## Provided entries
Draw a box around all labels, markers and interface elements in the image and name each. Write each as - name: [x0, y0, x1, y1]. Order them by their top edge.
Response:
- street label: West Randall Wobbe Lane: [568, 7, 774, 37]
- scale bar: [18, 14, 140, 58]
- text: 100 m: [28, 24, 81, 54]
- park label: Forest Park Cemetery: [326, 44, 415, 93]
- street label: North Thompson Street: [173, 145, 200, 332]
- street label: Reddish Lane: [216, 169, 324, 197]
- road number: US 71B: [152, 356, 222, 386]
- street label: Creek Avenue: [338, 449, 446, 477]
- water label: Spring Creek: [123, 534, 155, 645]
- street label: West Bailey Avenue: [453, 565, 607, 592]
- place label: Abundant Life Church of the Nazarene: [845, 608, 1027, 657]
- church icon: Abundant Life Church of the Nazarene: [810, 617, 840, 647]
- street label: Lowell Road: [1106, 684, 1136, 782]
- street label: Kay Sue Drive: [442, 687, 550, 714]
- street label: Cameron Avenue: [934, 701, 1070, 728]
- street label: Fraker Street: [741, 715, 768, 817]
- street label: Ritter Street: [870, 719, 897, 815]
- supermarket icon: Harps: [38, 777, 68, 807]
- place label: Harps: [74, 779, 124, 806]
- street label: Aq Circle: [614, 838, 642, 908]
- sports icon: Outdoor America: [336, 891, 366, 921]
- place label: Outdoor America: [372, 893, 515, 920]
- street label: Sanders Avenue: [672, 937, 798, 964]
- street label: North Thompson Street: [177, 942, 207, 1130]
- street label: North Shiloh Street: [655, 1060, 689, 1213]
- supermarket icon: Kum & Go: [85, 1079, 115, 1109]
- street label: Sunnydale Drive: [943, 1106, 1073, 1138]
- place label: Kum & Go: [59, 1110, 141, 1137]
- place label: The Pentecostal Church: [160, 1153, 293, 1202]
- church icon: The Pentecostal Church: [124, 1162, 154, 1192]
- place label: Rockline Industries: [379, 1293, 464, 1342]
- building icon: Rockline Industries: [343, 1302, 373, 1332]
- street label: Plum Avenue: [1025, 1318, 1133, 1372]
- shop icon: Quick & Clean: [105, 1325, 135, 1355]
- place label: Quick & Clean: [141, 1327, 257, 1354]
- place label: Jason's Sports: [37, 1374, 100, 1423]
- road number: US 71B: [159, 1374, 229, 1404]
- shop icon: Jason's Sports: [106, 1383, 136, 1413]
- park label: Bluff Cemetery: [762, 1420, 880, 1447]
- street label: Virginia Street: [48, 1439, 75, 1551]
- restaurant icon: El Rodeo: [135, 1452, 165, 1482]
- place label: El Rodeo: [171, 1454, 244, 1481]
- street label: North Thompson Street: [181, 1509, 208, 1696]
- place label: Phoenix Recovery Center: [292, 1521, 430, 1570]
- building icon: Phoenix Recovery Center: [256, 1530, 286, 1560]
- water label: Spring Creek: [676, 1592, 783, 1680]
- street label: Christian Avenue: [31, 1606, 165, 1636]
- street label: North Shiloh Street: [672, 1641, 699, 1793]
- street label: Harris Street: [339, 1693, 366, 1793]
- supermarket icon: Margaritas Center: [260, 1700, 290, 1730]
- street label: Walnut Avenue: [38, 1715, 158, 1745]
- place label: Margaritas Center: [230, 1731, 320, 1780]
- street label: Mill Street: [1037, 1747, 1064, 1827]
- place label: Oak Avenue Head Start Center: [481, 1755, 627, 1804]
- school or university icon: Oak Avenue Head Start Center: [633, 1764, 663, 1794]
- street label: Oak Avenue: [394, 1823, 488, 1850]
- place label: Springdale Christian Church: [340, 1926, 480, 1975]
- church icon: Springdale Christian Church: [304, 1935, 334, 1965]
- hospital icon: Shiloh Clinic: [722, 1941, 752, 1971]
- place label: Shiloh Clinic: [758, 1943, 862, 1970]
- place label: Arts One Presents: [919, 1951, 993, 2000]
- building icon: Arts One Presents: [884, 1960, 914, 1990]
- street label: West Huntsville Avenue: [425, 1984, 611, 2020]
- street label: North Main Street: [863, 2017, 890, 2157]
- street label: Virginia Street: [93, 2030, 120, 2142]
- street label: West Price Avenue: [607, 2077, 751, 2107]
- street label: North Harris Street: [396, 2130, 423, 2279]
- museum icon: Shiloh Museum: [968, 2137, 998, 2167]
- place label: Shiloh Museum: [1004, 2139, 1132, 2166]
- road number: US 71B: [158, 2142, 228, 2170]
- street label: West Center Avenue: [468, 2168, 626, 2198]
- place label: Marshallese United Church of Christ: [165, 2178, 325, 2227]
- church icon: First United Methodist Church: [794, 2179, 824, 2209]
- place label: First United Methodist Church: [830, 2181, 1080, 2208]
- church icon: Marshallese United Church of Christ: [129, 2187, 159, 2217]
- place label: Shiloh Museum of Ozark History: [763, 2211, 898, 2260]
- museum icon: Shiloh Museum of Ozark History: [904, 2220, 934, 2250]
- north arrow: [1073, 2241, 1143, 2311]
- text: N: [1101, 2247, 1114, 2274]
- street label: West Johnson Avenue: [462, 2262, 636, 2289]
==
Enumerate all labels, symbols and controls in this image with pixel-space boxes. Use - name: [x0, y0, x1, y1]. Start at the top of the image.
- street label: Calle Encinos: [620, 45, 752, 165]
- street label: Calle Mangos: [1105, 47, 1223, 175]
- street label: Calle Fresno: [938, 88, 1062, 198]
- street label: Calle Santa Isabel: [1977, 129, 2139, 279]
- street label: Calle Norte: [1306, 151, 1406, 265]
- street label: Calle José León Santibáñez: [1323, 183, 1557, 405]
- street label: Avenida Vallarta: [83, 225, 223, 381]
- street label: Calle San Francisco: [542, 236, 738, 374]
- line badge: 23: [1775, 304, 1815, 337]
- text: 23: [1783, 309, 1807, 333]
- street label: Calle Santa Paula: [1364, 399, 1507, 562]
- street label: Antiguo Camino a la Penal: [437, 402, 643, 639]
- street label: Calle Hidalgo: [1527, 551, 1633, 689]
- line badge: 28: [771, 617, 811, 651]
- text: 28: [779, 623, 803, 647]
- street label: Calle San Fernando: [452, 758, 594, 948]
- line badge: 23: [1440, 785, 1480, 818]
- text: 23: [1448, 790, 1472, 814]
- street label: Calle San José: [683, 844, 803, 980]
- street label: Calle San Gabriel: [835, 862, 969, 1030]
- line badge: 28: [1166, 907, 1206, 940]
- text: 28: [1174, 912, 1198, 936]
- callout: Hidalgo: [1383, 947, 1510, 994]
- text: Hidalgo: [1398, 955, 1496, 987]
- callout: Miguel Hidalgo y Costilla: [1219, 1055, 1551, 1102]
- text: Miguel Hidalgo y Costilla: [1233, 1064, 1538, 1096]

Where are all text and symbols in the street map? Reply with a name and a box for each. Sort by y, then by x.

## Task directions
For every line in the data above that holds "each", return the line itself.

## Reply
Draw a box around all labels, markers and interface elements in the image and name each. Write each as - name: [x0, y0, x1, y1]. Order them by their top edge.
Where are all text and symbols in the street map? Reply with a name and a box for each. Sort by y, then by x.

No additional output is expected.